Thursday, March 21, 2024

No moriran


 Evangelio

Jn 8, 51-59

En aquel tiempo, Jesús dijo a los judíos: “Yo les aseguro: el que es fiel a mis palabras no morirá para siempre”.

Los judíos le dijeron: “Ahora ya no nos cabe duda de que estás endemoniado. Porque Abraham murió y los profetas también murieron, y tú dices: ‘El que es fiel a mis palabras no morirá para siempre’. ¿Acaso eres tú más que nuestro padre Abraham, el cual murió? Los profetas también murieron. ¿Quién pretendes ser tú?”

Contestó Jesús: “Si yo me glorificara a mí mismo, mi gloria no valdría nada. El que me glorifica es mi Padre, aquel de quien ustedes dicen: ‘Es nuestro Dios’, aunque no lo conocen. Yo, en cambio, sí lo conozco; y si dijera que no lo conozco, sería tan mentiroso como ustedes. Pero yo lo conozco y soy fiel a su palabra. Abraham, el padre de ustedes, se regocijaba con el pensamiento de verme; me vio y se alegró por ello”.

Los judíos le replicaron: “No tienes ni cincuenta años, ¿y has visto a Abraham?” Les respondió Jesús: “Yo les aseguro que desde antes que naciera Abraham, Yo Soy”.

Entonces recogieron piedras para arrojárselas, pero Jesús se ocultó y salió del templo.



Meditacion:

El Evangelio de hoy da muchas vueltas pero al final lo que se juega es el conocimiento de Dios. O mejor dicho, la imagen o la idea que tenemos de Dios. Los judíos ya tenían una idea de Dios. La tenían codificada, expresada y explicada en sus libros sagrados, lo que hoy conocemos como el Antiguo Testamento, y en los comentarios de los entendidos, el Talmud. Ahí estaba todo lo que tenía que saber un buen judío.

También nosotros tenemos ya una serie de ideas preconcebidas sobre quién es Dios. Ayer mismo escuchaba en la radio a un señor hablando de cómo Dios es el que está controlando todos nuestros actos y nos amenaza con la sanción correspondiente en caso de que no cumplamos con sus normas. Parece que lo importante no es que las normas sean más o menos razonables, sino que son mandadas, ordenadas por Dios. El problema con esta imagen de Dios es que se atribuyen a Dios normas que en muchos casas son productos de la tradición o de la cultura.

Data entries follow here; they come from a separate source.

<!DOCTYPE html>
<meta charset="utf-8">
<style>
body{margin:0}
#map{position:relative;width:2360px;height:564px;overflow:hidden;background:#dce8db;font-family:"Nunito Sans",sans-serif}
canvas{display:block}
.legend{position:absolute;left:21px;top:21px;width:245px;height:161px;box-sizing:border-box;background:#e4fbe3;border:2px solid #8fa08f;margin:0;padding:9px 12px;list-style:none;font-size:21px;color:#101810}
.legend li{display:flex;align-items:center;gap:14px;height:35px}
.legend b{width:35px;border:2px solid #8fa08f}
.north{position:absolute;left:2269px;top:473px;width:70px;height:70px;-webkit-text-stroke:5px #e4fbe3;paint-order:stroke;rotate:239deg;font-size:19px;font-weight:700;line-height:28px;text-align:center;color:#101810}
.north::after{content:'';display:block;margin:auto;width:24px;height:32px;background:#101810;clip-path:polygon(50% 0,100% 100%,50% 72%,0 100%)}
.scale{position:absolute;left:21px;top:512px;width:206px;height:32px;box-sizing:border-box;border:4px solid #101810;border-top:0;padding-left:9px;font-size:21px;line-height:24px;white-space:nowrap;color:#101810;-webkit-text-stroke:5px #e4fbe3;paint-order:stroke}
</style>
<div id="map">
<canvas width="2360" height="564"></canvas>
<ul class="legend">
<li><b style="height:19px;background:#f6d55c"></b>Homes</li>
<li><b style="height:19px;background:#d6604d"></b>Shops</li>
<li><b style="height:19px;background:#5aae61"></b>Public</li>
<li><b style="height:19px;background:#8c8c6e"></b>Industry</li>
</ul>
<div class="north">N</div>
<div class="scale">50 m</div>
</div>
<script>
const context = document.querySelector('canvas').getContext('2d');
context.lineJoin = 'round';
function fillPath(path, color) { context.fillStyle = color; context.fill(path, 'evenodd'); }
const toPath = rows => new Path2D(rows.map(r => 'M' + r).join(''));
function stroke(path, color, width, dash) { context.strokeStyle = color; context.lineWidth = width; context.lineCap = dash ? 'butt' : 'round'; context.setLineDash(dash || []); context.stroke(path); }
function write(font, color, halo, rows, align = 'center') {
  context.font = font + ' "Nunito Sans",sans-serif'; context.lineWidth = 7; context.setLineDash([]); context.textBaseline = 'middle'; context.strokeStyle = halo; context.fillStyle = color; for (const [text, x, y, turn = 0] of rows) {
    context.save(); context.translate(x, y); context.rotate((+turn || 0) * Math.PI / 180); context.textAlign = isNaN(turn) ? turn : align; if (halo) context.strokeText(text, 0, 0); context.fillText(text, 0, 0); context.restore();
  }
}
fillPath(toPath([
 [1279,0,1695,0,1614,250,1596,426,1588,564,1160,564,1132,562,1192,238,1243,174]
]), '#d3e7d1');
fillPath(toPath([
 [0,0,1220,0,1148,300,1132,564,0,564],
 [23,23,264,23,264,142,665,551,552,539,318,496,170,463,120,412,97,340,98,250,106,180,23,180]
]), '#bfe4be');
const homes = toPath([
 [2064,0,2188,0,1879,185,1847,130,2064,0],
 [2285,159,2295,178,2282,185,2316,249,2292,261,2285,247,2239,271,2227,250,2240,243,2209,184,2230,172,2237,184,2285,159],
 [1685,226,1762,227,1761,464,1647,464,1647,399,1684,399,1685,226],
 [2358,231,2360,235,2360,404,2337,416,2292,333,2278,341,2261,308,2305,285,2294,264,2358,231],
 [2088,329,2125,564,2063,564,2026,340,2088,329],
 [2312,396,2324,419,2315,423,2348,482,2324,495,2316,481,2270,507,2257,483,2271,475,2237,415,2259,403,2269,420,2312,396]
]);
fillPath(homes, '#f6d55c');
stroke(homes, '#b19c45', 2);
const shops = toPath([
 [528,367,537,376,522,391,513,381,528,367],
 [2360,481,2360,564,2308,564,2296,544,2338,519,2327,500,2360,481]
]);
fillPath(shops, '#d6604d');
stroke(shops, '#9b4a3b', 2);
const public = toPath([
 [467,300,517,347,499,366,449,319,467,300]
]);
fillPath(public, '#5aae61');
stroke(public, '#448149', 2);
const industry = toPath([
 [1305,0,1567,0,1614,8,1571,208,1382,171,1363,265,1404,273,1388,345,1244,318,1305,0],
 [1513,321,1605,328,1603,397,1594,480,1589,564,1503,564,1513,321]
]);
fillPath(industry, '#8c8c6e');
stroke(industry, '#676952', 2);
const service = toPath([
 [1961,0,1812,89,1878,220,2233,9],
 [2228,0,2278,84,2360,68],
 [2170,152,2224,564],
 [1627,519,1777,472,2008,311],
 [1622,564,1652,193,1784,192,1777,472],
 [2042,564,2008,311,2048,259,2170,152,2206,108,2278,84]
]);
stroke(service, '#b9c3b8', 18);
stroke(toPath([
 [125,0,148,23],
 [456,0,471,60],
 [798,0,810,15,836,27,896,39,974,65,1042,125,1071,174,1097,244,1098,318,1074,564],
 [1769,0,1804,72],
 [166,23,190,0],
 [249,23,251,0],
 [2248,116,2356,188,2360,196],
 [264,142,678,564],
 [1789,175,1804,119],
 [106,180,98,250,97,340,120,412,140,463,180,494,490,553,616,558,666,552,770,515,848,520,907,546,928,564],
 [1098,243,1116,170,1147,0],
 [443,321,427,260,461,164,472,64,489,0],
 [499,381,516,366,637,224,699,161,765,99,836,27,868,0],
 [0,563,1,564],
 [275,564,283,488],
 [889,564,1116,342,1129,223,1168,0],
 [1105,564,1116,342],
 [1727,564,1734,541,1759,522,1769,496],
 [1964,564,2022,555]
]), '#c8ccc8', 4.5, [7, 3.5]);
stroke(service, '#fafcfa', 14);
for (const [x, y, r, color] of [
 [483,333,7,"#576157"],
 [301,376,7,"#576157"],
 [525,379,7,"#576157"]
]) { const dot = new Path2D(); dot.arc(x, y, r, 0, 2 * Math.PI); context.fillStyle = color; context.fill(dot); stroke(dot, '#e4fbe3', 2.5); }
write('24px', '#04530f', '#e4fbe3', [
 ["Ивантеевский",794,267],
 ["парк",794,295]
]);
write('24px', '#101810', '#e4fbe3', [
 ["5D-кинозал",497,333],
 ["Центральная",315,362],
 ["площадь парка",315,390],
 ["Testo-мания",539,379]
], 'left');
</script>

Jesús se desmarca de todo eso. Él conoce a Dios, tiene una experiencia profunda y única de Dios. Lo llama Padre. Y hace presente el modo de ser de Dios en su forma de comportarse y de hablar. En su cercanía a los pobres, a los marginados, a los pecadores. Y en sus críticas a los fariseos, escribas y sacerdotes, que se sentían no solo los representantes de la religión oficial judía sino también sus propietarios. Ellos eran los que sabían, los que entendían. Los demás eran todos unos ignorantes que necesitaban ser enseñados y pastoreados como se hace con las ovejas.

Jesús rompe con esos representantes oficiales. Él no quiere esclavos obedientes, estudiantes aplicados, sino seguidores: hombres y mujeres que libremente le sigan y vayan haciendo presente en el mundo, con sus palabras y sus obras el amor universal e incondicional de Dios por todas sus criaturas. Seguir el camino de Jesús tiene sus riesgos pero es la condición para llevar a plenitud el don de la libertad que se nos ha regalado y la vida que se nos ha entregado como don y gracia. Está claro que los judíos de que habla el Evangelio no habían entendido nada. ¿Y nosotros?